By Ganesh Iyer, Director, Global Product Marketing Financial Markets Network, IPC
Technology, innovation, and regulatory changes have dramatically changed the capital markets, since the global financial crisis. Every asset-class has been affected by the evolution in market structure with equities, fixed income, currencies, commodities, and their derivatives all experiencing major realignments. The need for market participants to rapidly acquire and share information in this new landscape is reshaping the relationship between the buy-side and the sell-side. Today, the sell-side is compelled to continually adapt to stay competitive and satisfy the buy-side’s demanding requirements.
These paradigm shifts are creating two key challenges for market participants:
1) The need to have reliable connectivity throughout the trade lifecycle.
2) The necessity to rapidly access a ready-made ecosystem of liquidity venues, counterparties, brokers/dealers, institutional investors, trade lifecycle services and market data.
Connectivity throughout the full trade cycle demonstrates how connectivity is one of the most indispensable elements for the successful implementation of an investment thesis. It is pivotal in every aspect of the trade lifecycle— order creation, order placement, trade execution, clearing, settlement, reporting, and market data delivery.
Large ecosystems are becoming increasingly important in the capital markets. Leverage limits, stricter capital requirements and restrictions on proprietary trading is forcing many sell-side firms to focus their energy on helping clients execute trades rather than directly assuming transactions. This is spurring connectivity requirements as brokers need to find clients on both sides of the market."Today, the sell-side is compelled to continually adapt to stay competitive and satisfy the buy-side’s demanding requirements"
The regulatory environment is placing significant constraints on the sell-side’s ability to make markets—drying up liquidity and increasing transaction costs. The situation is being exacerbated with hedge funds and other alternative investment managers deleveraging and thus no longer providing liquidity to traditional asset managers to the degree they did in the past. With both sell-side and hedge fund liquidity drying up, buy-side firms are finding it more difficult to access their counterparties. This scenario makes connectivity throughout the trade lifecycle and access to a vast ecosystem critical since it enables firms to find their counterparties more easily. The execution of the breadth of strategies employed by trading firms strongly depends on having access to reliable and operationally resilient networks.

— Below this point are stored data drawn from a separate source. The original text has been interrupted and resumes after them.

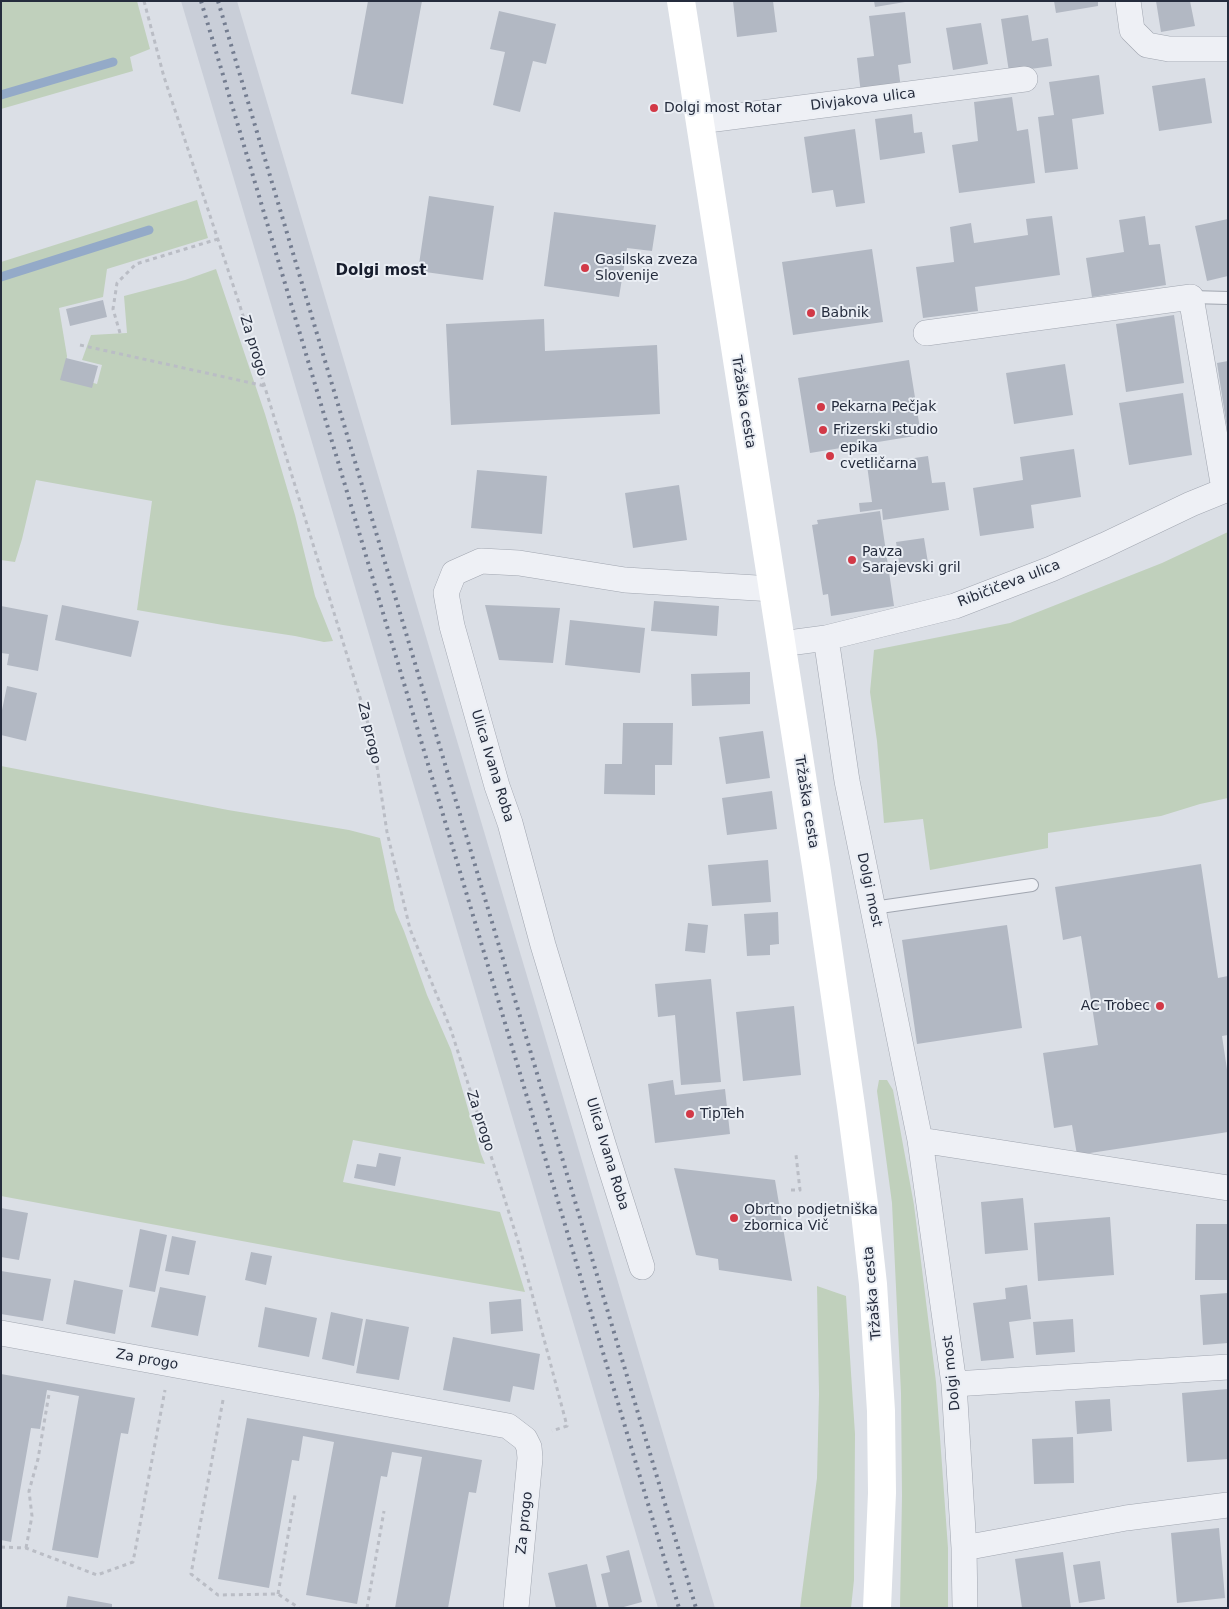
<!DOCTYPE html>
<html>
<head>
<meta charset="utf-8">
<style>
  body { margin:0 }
  #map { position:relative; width:1229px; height:1609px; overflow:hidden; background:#dbdfe6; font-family:"DejaVu Sans",sans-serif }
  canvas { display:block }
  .frame { position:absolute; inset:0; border:2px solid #252c3d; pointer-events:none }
</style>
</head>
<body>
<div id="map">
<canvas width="1229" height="1609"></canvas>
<div class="frame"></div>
</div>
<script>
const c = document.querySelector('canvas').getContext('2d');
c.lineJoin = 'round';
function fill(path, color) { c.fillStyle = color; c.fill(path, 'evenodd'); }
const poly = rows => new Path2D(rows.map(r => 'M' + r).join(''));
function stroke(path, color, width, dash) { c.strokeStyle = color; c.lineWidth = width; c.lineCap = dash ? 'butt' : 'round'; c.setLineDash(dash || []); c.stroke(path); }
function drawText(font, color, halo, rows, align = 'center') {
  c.font = font + ' "DejaVu Sans",sans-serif'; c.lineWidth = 4; c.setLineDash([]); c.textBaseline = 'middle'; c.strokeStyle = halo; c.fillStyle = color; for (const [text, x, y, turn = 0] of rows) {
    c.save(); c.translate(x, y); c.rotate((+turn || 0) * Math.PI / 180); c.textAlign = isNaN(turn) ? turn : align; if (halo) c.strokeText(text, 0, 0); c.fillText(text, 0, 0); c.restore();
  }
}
const built = poly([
  [181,1,237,1,715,1608,658,1608]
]);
const green = poly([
  [1,1,137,1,150,49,130,57,133,71,1,109],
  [197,200,208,238,107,269,103,297,59,308,67,356,65,375,97,384,102,365,82,360,91,335,127,333,124,296,185,280,216,269,265,414,295,515,315,596,333,641,324,642,295,636,223,625,137,610,152,501,36,480,22,539,15,562,1,560,1,262],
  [1228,532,1228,798,1200,804,1161,816,1048,833,1048,848,930,870,923,819,884,823,877,741,870,692,874,650,1010,623,1162,563],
  [1,766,228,810,349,830,380,838,395,910,404,931,427,995,451,1050,481,1154,485,1164,353,1140,343,1182,500,1212,525,1292,349,1261,1,1196],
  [879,1080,887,1080,893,1090,914,1205,936,1382,948,1548,948,1608,900,1608,902,1496,901,1393,892,1203,877,1091],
  [817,1286,846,1296,855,1434,854,1580,851,1608,800,1608,817,1478,819,1394]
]);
const stream = poly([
  [1,95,113,62],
  [1,277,149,230]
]);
const building = poly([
  [368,1,422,1,403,104,351,94],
  [733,1,773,1,777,32,737,37],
  [874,1,905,1,905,2,875,7],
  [1054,1,1098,1,1098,6,1056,13],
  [1156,1,1190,1,1195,26,1161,32],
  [499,11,556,24,546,64,533,61,520,112,493,105,505,52,490,49],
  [905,12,911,63,898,65,901,89,861,94,857,58,874,56,869,16],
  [1028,15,1032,41,1048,38,1052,66,1009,72,1001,19],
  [981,23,988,64,953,70,946,28],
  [1099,75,1104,114,1072,119,1078,169,1045,173,1038,117,1054,115,1049,82],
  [1205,78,1212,123,1159,131,1152,86],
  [1012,97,1017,131,1028,129,1035,183,959,193,952,145,978,141,974,102],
  [912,114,914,133,922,132,925,153,880,160,875,119],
  [855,129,865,203,836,207,833,190,812,193,804,137],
  [429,196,494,206,483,280,418,271],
  [554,212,656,225,652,251,627,248,619,297,544,286],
  [1052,216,1060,275,975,287,978,311,923,318,916,267,954,262,950,227,971,223,974,243,1028,235,1026,219],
  [1145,216,1149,245,1160,244,1166,285,1092,297,1086,258,1124,252,1119,220],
  [1228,219,1228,276,1207,281,1195,226],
  [872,249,883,322,793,335,782,262],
  [103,300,107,317,70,326,66,309],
  [1174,315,1184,383,1126,392,1116,324],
  [544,319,545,351,657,345,660,414,451,425,446,324],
  [66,358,98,366,92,388,60,380],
  [909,360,921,435,810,453,798,378],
  [1228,361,1228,428,1227,428,1217,363],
  [1065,364,1073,415,1014,424,1006,373],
  [1183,393,1192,455,1129,465,1119,403],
  [1074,449,1081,497,1031,505,1034,528,980,536,973,488,1023,480,1020,457],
  [928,456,932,483,945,482,949,510,883,520,882,509,860,512,859,503,872,502,867,465],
  [477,470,547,476,542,534,471,528],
  [679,485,687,540,633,548,625,493],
  [880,511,894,606,831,616,828,594,823,595,812,525,818,524,817,520],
  [924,538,929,569,901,574,896,542],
  [654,601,719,606,717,636,651,631],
  [62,605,139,621,131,657,55,640],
  [485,605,560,608,553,663,499,660],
  [1,606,48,615,38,671,7,665,9,654,1,653],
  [570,620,645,628,640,673,565,665],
  [750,672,750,704,692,706,691,674],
  [7,686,37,693,26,741,1,735,1,715],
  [623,723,673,723,672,765,655,765,655,795,604,794,605,764,622,764],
  [763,731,770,778,726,784,719,737],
  [772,791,777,829,727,835,722,798],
  [768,860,771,902,712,906,708,865],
  [1201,864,1218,978,1228,976,1228,1035,1222,1036,1228,1076,1228,1132,1077,1155,1072,1125,1054,1128,1043,1053,1098,1045,1081,936,1063,940,1055,887],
  [778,912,779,944,770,945,770,955,747,956,744,914],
  [688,923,708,925,705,953,685,951],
  [1007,925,1022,1028,917,1044,902,940],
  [711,979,721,1082,681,1085,675,1015,658,1017,655,984],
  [794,1006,801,1075,743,1081,736,1012],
  [673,1080,675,1095,725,1089,730,1134,655,1143,648,1084],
  [379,1153,401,1157,395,1186,354,1178,357,1164,376,1167],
  [674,1168,775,1180,792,1281,719,1270,718,1259,696,1255],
  [1023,1198,1028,1250,985,1254,981,1202],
  [1,1208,28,1213,19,1260,1,1257],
  [1110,1217,1114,1275,1038,1281,1034,1223],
  [1196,1224,1228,1224,1228,1280,1195,1280],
  [140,1229,167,1235,155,1292,129,1287],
  [172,1236,196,1241,189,1275,165,1271],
  [251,1252,272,1256,266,1285,245,1280],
  [1,1271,51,1279,43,1321,1,1314],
  [74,1280,123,1290,115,1334,66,1324],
  [1027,1285,1031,1319,1009,1322,1014,1358,981,1361,973,1303,1006,1299,1005,1288],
  [160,1287,206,1296,198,1336,151,1327],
  [1228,1293,1228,1343,1203,1345,1200,1295],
  [521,1299,523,1331,491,1334,489,1302],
  [265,1307,317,1318,309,1357,258,1347],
  [331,1312,363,1319,354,1366,322,1359],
  [366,1319,409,1327,399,1380,356,1373],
  [1073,1319,1075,1352,1036,1355,1033,1322],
  [453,1337,540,1354,534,1390,513,1386,510,1402,443,1390],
  [1,1374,135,1398,128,1434,121,1433,98,1558,52,1550,79,1396,47,1390,40,1429,31,1428,11,1542,1,1540],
  [1228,1389,1228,1459,1187,1462,1182,1393],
  [1110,1399,1112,1431,1077,1434,1075,1401],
  [247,1418,482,1460,476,1493,469,1492,448,1608,395,1608,422,1457,392,1452,387,1477,381,1476,357,1604,306,1595,334,1442,303,1436,299,1461,292,1460,269,1588,218,1579],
  [1073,1437,1074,1483,1034,1484,1032,1439],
  [1219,1528,1225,1598,1177,1603,1171,1533],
  [629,1550,642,1602,620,1608,609,1608,601,1574,610,1572,606,1556],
  [1063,1552,1071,1608,1022,1608,1015,1559],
  [1100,1561,1105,1599,1079,1603,1073,1565],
  [587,1564,597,1608,556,1608,548,1573],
  [68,1596,112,1604,112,1608,66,1608]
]);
const path = poly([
  [144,1,164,77,240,306,373,740,387,832,410,929,451,1030,518,1241,567,1426,552,1431],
  [120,333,113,309,117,283,136,264,218,239],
  [80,345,265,386],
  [791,1190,800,1190,796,1155],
  [223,1400,191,1574,218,1595,278,1594,299,1608],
  [1,1547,26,1548,97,1575,133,1562,165,1390],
  [26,1548,32,1516,29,1491,38,1459,49,1394],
  [278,1594,295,1495],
  [367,1608,384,1511]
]);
const service = poly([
  [1191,297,1228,298],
  [873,908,1032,885]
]);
const minor = poly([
  [1128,1,1132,30,1147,45,1169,49,1228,49],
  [700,121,1025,79],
  [926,333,1191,297,1224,489],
  [826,638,847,781,920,1140,1228,1188],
  [781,644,826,638,955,606,1051,569,1105,545,1191,504,1228,489],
  [920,1140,954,1384,964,1548,965,1608],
  [642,1267,604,1147,543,945,510,823,497,786,452,626,446,593,454,573,481,561,519,563,625,580,773,589],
  [1,1333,508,1426,525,1439,529,1447,530,1458,516,1608],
  [954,1384,1228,1367],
  [964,1548,1126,1518,1228,1505]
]);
const secondary = poly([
  [681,1,817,872,851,1106,864,1204,873,1284,881,1411,882,1493,877,1608]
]);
const rail = poly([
  [201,1,679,1608],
  [218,1,696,1608]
]);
const markers = [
  [654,108,5,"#d23947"],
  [585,268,5,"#d23947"],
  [811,313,5,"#d23947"],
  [821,407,5,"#d23947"],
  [823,430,5,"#d23947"],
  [830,456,5,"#d23947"],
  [852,560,5,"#d23947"],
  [1160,1006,5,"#d23947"],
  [690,1114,5,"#d23947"],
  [734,1218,5,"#d23947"]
];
const streetNames = [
  ["Divjakova ulica",863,100,-7],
  ["Za progo",253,346,73],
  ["Tržaška cesta",743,402,81],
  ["Ribičičeva ulica",1009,584,-21],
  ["Za progo",369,733,77],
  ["Ulica Ivana Roba",492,766,73],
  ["Tržaška cesta",806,802,81],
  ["Dolgi most",869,890,78],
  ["Za progo",480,1121,72],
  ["Ulica Ivana Roba",607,1154,73],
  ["Tržaška cesta",873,1293,-95],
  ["Za progo",147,1360,10],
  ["Dolgi most",952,1373,-96],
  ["Za progo",525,1523,-84]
];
const poiNames = [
  ["Dolgi most Rotar",664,108],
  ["Gasilska zveza",595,260],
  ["Slovenije",595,276],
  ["Babnik",821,313],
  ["Pekarna Pečjak",831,407],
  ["Frizerski studio",833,430],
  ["epika",840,448],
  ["cvetličarna",840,464],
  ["Pavza",862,552],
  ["Sarajevski gril",862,568],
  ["AC Trobec",1150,1006,"right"],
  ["TipTeh",700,1114],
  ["Obrtno podjetniška",744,1210],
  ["zbornica Vič",744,1226]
];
const neighbourhoodNames = [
  ["Dolgi most",381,271]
];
fill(built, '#c9ced8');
fill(green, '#c0d0bc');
stroke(stream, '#94aac8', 9);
fill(building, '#b2b8c3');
stroke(service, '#a1a6b0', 14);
stroke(minor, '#a1a6b0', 26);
stroke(path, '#babdc5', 3, [4, 4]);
stroke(service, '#eef0f5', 12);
stroke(minor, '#eef0f5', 25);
stroke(secondary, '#fff', 28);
stroke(rail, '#747d90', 4, [2.5, 5]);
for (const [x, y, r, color] of markers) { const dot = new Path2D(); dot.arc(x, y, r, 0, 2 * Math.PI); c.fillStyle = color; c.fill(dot); stroke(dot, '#eaeef4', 2); }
drawText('14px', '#252c3d', '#eaeef4', streetNames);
drawText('14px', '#252c3d', '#eaeef4', poiNames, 'left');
drawText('bold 15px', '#171d2d', '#eaeef4', neighbourhoodNames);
</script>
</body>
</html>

Changes in clearing, reporting a n d trading requirements for OTC derivatives are transforming the landscape for the asset class. The different entities that play a role in the OTC derivatives trade lifecycle need to connect and communicate with one another. As a result, end-users, major swap participants, swap dealers, execution venues, central counterparties and trade repositories are making new investments in voice recording and communications, electronic connectivity, data archiving and networking technologies. The very active secondary debt markets trading government securities, mortgage-backed securities, asset-backed securities, money markets and credit derivatives are also heavily dependent on communication, collaboration and connectivity among investment managers, brokers, liquidity venues, custody banks and clearing/ depository organizations. Market fragmentation is another important driver of connectivity and the need for ecosystems. For example, in the United States there are numerous:
•Exchanges, alternative trading systems and dark pools for equities
•Venues for trading futures and options
•Swap execution facilities (SEFs) to trade swaps
•Single bank platforms, multi-bank dealing platforms and electronic broking systems in the FX markets
•Issuers in the bond market and nothing resembling a centralized exchange
Managed Network-as-a- Service (MNaaS) Model
Leading capital market participants are increasingly deploying the Managed Network-as-a-Service (MNaaS) model to effectively execute trading strategies and manage risk. The MNaaS solution offers market participants adaptive, on-demand connectivity throughout the trade lifecycle and across asset classes. It addresses all the network infrastructure requirements of buy-side firms and sell-side firms and possesses the following characteristics:
•Financial ecosystem with global reach
•Flexible and tailored technical and commercial solutions to meet exacting business requirements
•Capital markets focus and expertise – built exclusively for the capital markets and designed for a market participant’s demanding operational needs
•Competitive service level agreements under a single global master service agreement
The key benefits of the MNaaS model for market participants include:
•Ability to focus on core competencies such as alpha generation and execution of complex strategies
•Access to industry best practices
•Mitigation of business, operational and market risk
•Increased speed to market
•Keeping ahead of technology obsolescence
•Reduced capital and operational costs
In today’s environment, profitably trading, hedging or arbitraging in the global capital markets is governed by connectivity throughout the trade lifecycle and access to a ready-made ecosystem. Partnering with a MNaaS solution provider can be a key determinant in helping to ensure the successful execution of trading strategies by capital market participants.